[Dataset entries]

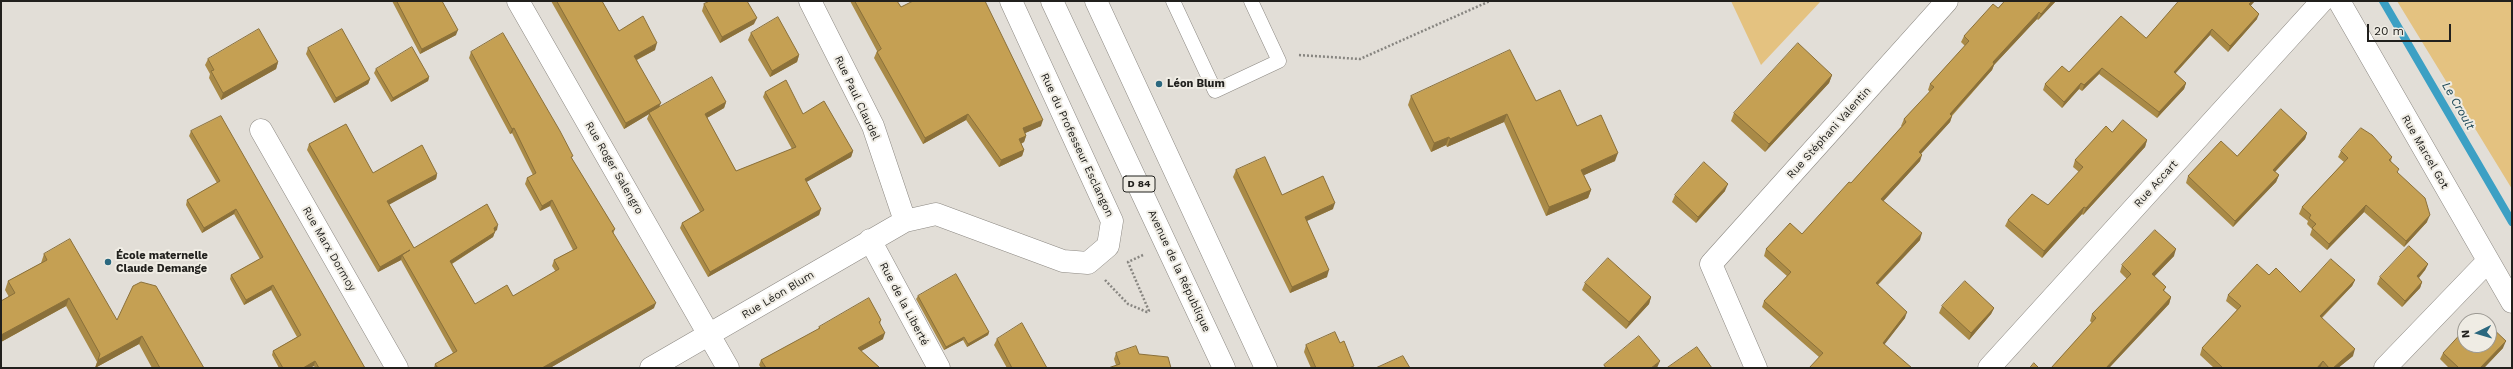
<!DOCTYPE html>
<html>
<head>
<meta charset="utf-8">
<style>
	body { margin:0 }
	#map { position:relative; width:2513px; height:369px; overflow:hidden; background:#e2ded7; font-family:"Work Sans",sans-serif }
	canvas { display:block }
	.frame { position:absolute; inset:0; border:2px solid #21201d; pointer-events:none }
	.north { position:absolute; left:2457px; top:313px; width:40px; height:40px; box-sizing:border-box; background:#efece4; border:1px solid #9d9a94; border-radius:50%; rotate:265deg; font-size:11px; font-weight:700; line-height:16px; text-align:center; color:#21201d }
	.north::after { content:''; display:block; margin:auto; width:14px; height:18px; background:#2b687f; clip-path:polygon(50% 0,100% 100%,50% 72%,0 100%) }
	.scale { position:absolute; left:2367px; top:24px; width:84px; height:18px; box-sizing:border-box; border:2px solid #21201d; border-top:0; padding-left:5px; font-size:12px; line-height:14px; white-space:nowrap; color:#21201d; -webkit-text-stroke:3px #efece4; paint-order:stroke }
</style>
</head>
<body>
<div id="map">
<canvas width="2513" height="369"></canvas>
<div class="frame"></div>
<div class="north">N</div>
<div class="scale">20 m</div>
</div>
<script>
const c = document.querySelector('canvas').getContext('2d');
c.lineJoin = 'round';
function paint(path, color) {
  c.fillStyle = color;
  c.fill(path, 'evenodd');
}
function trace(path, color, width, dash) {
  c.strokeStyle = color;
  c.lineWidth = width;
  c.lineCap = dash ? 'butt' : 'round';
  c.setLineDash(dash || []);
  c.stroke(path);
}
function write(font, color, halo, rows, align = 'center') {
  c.font = font + ' "Work Sans",sans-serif';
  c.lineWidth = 4;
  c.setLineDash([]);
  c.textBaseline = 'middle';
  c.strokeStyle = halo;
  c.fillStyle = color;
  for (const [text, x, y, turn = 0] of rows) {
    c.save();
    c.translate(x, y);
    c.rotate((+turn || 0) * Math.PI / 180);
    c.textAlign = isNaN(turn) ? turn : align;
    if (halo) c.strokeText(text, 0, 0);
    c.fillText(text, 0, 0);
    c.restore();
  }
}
paint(new Path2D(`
	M1731 1H1821L1761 65Z
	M2397 1H2512V189Z`), '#e4c280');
trace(new Path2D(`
	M2383 1 2512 222`), '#3ca0c4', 8);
const lane = new Path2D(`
	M1173 1 1215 91 1279 61 1251 1`);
const street = new Path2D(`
	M518 1 728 368
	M810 1 873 126 905 221
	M2339 1 2512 302
	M261 130 397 368
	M870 240 939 368
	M651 368 905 221 936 214 1063 261 1088 263 1108 246 1112 221 1011 1
	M1756 368 1711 264 1947 1
	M1989 368 2322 1
	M2385 368 2488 261`);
const primary = new Path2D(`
	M1052 1 1224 368
	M1096 1 1266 368`);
trace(lane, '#8c8882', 15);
trace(street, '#8c8882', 23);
trace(primary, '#8c8882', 23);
trace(new Path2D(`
	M1299 55 1360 59 1490 1
	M1105 280 1128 304 1147 312 1149 311 1128 262 1143 255`), '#878580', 2.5, [2, 2]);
trace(lane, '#fff', 14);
trace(street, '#fff', 22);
trace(primary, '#fff', 22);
paint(new Path2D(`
	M392 1H442L456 35 420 54Z
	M551 1H602L619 31 655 50 637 60 659 108 726 102 724 108 707 118 736 171 792 149 763 97 765 92 803 114 853 151 851 157 806 182 821 209 819 215 708 277 680 228 682 223 700 212 647 119 649 114 624 129Z
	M707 1H747L754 24 720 43 702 11 704 4 707 3Z
	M850 1H897L901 7 1041 126 1025 133 1026 136 1024 142 1021 144 1024 150 1022 156 999 167 966 120 923 144 874 58 877 51Z
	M2005 1H2056L2038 20 2037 19 1994 65 1992 70 1952 116 1950 122 1921 154 1920 161 1883 201 1920 240 1878 285 1905 318 1884 344 1819 357 1762 307 1764 301 1787 276 1764 256 1766 249 1802 234 1851 183 1902 126H1901L1904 119 1930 92 1928 90 1930 84 1965 46 1961 42 1964 36 1998 8Z
	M2250 6 2257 19 2228 52 2210 35 2175 74 2186 83 2184 89 2157 118 2099 74 2082 91 2079 89 2062 108 2043 90 2045 84 2069 72 2146 38Z
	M751 33 799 55 797 62 770 77 748 40Z
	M308 48 370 79 368 84 334 103 306 54Z
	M471 52 572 159 615 229 613 234 654 308 550 368H434L435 364 453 353 401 260 378 272 307 150 309 144 373 173 437 174 436 179 389 204 414 248 497 230 495 231 493 237 452 264 475 304 513 296 556 272 552 266 554 260 573 250 550 206 540 211 525 184 527 178 533 175 512 133 510 134 469 58Z
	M208 59 278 62 276 69 221 100 209 78 210 74 205 65Z
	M376 69 429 77 428 81 391 102 374 73Z
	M1832 75 1829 83 1765 152 1731 121 1734 113Z
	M1411 96 1536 101 1577 126 1615 161 1584 175 1591 190 1588 198 1546 216 1504 122 1447 147 1446 145 1431 152 1408 105Z
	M191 131 365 368H315L314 366 309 368H279L272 355 273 351 297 337 271 290 244 305 230 279 231 275 260 259 234 214 202 233 186 205 187 200 217 183 189 136Z
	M2112 132 2147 140 2145 147 2083 215 2082 214 2042 258 2005 226 2008 220 2048 205 2079 172 2073 167 2075 160Z
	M2307 133 2305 139 2275 172 2279 175 2276 182 2233 227 2186 183 2188 176 2237 156Z
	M2341 151 2392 157 2391 161 2427 222 2404 247 2364 212 2327 250 2310 235 2312 229 2307 224 2308 221 2299 214 2302 207 2344 162 2338 157Z
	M1236 170 1282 195 1333 209 1307 221 1327 277 1290 293 1233 177Z
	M1725 191 1696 223 1672 202 1675 195Z
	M44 254 117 320 204 368H152L139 344 95 368 97 362 66 306 1 342V301L9 297 5 290 8 281 41 263Z
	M2174 256 2154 276 2166 287 2164 291 2171 297 2169 304 2109 368H2051L2092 323 2090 321 2092 314 2127 279 2120 272 2122 265Z
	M2428 264 2425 270 2419 278 2422 282 2420 288 2402 307 2377 284 2380 277Z
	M2269 275 2300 292 2355 280 2352 286 2322 318 2353 356 2338 368H2214L2200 355 2202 348 2237 310 2226 301 2228 295Z
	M1585 283 1651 297 1649 304 1626 329 1582 290Z
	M918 296 989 332 988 335 967 347 963 340 944 350 916 299Z
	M1942 306 1994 308 1991 314 1969 340 1939 313Z
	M881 320 880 324 883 339 861 351 880 368H761L759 365 761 360 818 330 819 327Z
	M997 339 1047 368H1007L994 345Z
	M1340 343 1353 368H1311L1304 352 1306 345Z
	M2503 348 2484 368H2449L2440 359 2443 353Z
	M1116 353 1139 354 1171 368 1116 365 1114 359Z`), '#a98a47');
paint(new Path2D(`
	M2052 1H2056L2038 20 2041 14Z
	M2252 1H2255L2247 10 2249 4Z
	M2039 12 2037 19 1994 65 1992 70 1947 120 1950 114 1993 62Z
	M2259 14 2257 19 2228 52 2230 46Z
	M757 18 754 24 720 43 722 37Z
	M2212 29 2210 35 2171 78 2174 72Z
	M458 30 456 35 420 54 422 49Z
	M657 43 655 50 632 62 634 56Z
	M799 55 797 62 770 77 772 71Z
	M278 62 276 69 221 100 223 93Z
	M2102 68 2099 74 2082 91 2084 85Z
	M1832 75 1829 83 1765 152 1769 144Z
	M429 77 428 81 391 102 393 98Z
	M370 79 368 84 334 103 336 98Z
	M2081 83 2079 89 2062 108 2064 102Z
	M2186 83 2184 89 2157 118 2159 112Z
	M726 102 724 108 703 120 705 114Z
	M661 103 658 109 649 113V114L624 129 626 123Z
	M968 114 966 120 923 144 925 138Z
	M1507 114 1504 122 1447 147 1450 139Z
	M1952 116 1950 122 1917 158 1919 152Z
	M1043 120 1041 126 1021 135 1023 128Z
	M514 128 512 133 510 134 512 129Z
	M2307 133 2305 139 2271 176 2273 170Z
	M1026 136 1024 142 1017 145 1019 139Z
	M1449 137 1446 145 1431 152 1434 143Z
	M2147 140 2145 147 2083 215 2086 208Z
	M1024 150 1022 156 999 167 1001 160Z
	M853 151 851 157 803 184 805 179Z
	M1618 153 1615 161 1578 178 1581 170Z
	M1922 155 1920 161 1879 206 1881 199Z
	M437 174 436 179 385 207 387 201Z
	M2279 175 2276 182 2233 227 2235 221Z
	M1728 184 1725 191 1696 223 1698 217Z
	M1591 190 1588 198 1546 216 1549 207Z
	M552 200 550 206 540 211 542 206Z
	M1335 203 1333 209 1302 223 1305 217Z
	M2366 205 2364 212 2327 250 2329 244Z
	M2084 207 2082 214 2042 258 2044 251Z
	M236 209 234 214 202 233 204 228Z
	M821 209 819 215 708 277 710 272Z
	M2430 215 2427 222 2404 247 2406 241Z
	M498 225 497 230 492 233 494 228Z
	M495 232 493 237 448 266 450 261Z
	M1922 233 1920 240 1873 289 1876 283Z
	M2176 249 2174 256 2150 281 2152 274Z
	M410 250 402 255 401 260 378 272 380 267Z
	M2428 264 2425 270 2415 282 2417 276Z
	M1329 270 1327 277 1290 293 1292 287Z
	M2355 280 2352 286 2317 322 2320 316Z
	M2422 282 2420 288 2402 307 2405 301Z
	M273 285 271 290 244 305 246 300Z
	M1651 297 1649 304 1626 329 1629 322Z
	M2171 297 2169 304 2109 368H2106Z
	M69 298 66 306 1 342V335Z
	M656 303 654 308 550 368H542Z
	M1994 308 1991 314 1969 340 1971 333Z
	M1907 312 1905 318 1881 349 1883 343Z
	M989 332 988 335 967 347 968 344Z
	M885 333 883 339 856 354 858 348Z
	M142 336 139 344 95 368 98 360Z
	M964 337 963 340 944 350 946 347Z
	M2506 341 2503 348 2484 368H2480Z
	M2355 349 2353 356 2338 368H2333Z
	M315 361 314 366 309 368H303Z
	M1660 361 1657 368H1651Z
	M2323 361 2320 368H2317Z`), '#8a703a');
const building = new Path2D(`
	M397 1H442L458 30 422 49Z
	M557 1H602L619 31 643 16 657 43 634 56 661 103 626 123Z
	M710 1H747L757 18 722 37 704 4Z
	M855 1H897L901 7 913 1H985L1043 120 1023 128 1026 136 1019 139 1024 150 1001 160 968 114 925 138 877 52 881 49Z
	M2005 1H2052L2041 14 2039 12 1993 62 1994 64 1950 114 1952 116 1919 152 1922 155 1881 199 1922 233 1876 283 1907 312 1883 343 1912 368H1809L1823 353 1764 301 1791 272 1766 249 1790 223 1802 234 1849 182 1851 183 1906 122 1904 119 1934 87 1930 84 1969 41 1964 36 1993 4 1998 8Z
	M2179 1H2252L2249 4 2259 14 2230 46 2212 29 2174 72 2186 83 2159 112 2102 68 2084 85 2081 83 2064 102 2045 84 2062 66 2069 72 2121 16 2146 38Z
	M778 17 799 55 772 71 751 33Z
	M259 29 278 62 223 93 211 71 214 70 208 59Z
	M342 29 370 79 336 98 308 48Z
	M503 33 560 131 573 156 571 157 615 229 612 231 656 303 542 368H533L532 367 531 368H438L435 364 457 351 402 255 410 250 380 267 309 144 346 124 373 173 422 145 437 174 387 201 414 248 487 204 498 225 494 228 495 232 450 261 475 304 507 285 513 296 559 269 554 260 577 248 552 200 542 206 527 178 536 173 514 128 512 129 471 52Z
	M1798 43 1832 75 1769 144 1734 113Z
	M412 47 429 77 393 98 376 69Z
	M1510 50 1536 101 1560 90 1577 126 1601 115 1618 153 1581 170 1591 190 1549 207 1507 114 1450 139 1449 137 1434 143 1411 96Z
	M712 77 726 102 705 114 736 171 796 147 765 92 786 80 803 114 824 101 853 151 805 179 821 209 710 272 682 223 704 210 649 113Z
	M2281 109 2307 133 2273 170 2279 175 2235 221 2188 176 2221 141 2237 156Z
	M221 116 365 368H319L315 361 303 368H283L273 351 301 335 273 285 246 300 231 275 263 257 236 209 204 228 187 200 220 181 191 131Z
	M2123 120 2147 140 2086 208 2084 207 2044 251 2008 220 2032 194 2048 205 2083 167 2075 160 2106 126 2112 132Z
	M2361 128 2372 135 2392 157 2389 160 2399 169 2397 172 2425 198 2430 215 2406 241 2366 205 2329 244 2312 228 2316 224 2309 218 2311 215 2302 207 2348 158 2341 151Z
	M1265 157 1282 195 1323 176 1335 203 1305 217 1329 270 1292 287 1236 170Z
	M1704 162 1728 184 1698 217 1675 195Z
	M2155 230 2176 249 2152 274 2166 287 2163 290 2171 297 2106 368H2051L2096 318 2092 314 2131 274 2122 265Z
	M70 239 117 320 133 286 141 282 156 286 204 368H160L142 336 98 360 100 354 69 298 1 335V301L15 293 8 281 47 260 44 254Z
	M2409 246 2428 264 2417 276 2422 282 2405 301 2380 277Z
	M1608 258 1651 297 1629 322 1585 283Z
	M2331 259 2355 280 2320 316 2355 349 2333 368H2329L2323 361 2317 368H2223L2202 348 2241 306 2228 295 2257 264 2269 275 2276 268 2300 292Z
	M956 274 989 332 968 344 964 337 946 347 918 296Z
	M1965 281 1994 308 1971 333 1942 306Z
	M869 298 881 320 879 322 885 333 858 348 880 368H766L761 360 820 328 819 327Z
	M2478 315 2484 321H2472Z
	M1022 323 1047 368H1012L997 339Z
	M2489 325 2506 341 2480 368H2459L2443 353 2465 329V345H2489Z
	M1335 332 1340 343 1344 341 1354 366 1349 368H1316L1306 345Z
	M1639 336 1660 361 1651 368H1606L1604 365Z
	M1136 346 1139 354 1168 357 1171 368H1108L1120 364 1116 353Z
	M1697 347 1712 368H1667Z
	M1403 356 1410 368H1376Z
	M2034 363 2039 368H2030Z`);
paint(building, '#c5a053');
trace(building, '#8a703a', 1);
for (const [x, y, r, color] of [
	[1159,84,4,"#2b687f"],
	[108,262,4,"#2b687f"]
]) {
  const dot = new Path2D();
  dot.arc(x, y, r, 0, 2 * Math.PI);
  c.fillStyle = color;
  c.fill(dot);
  trace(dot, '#efece4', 1.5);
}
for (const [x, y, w] of [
	[1139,184,32]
]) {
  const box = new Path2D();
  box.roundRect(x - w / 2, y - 8, w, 16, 3);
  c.fillStyle = '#efece4';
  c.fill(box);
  trace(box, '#21201d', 1);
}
write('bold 10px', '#21201d', null, [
	["D 84",1139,184]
]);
write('bold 11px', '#21201d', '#efece4', [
	["Léon Blum",1167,84],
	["École maternelle",116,256],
	["Claude Demange",116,269]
], 'left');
write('11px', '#21201d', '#efece4', [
	["Rue Paul Claudel",857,98,65],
	["Rue Stéphani Valentin",1829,133,-48],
	["Rue du Professeur Esclangon",1077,145,65],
	["Rue Marcel Got",2425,152,60],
	["Rue Roger Salengro",614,168,60],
	["Rue Accart",2156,184,-48],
	["Rue Marx Dormoy",329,249,60],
	["Avenue de la République",1179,271,65],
	["Rue Léon Blum",778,295,-31],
	["Rue de la Liberté",904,304,62]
]);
write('italic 12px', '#1d4858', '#efece4', [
	["Le Croult",2458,106,60]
]);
</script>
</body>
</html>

* **Problem details**
Note every line of the records that holds the word "rows", and copy it.

* **Task answer**
function write(font, color, halo, rows, align = 'center') {
  for (const [text, x, y, turn = 0] of rows) {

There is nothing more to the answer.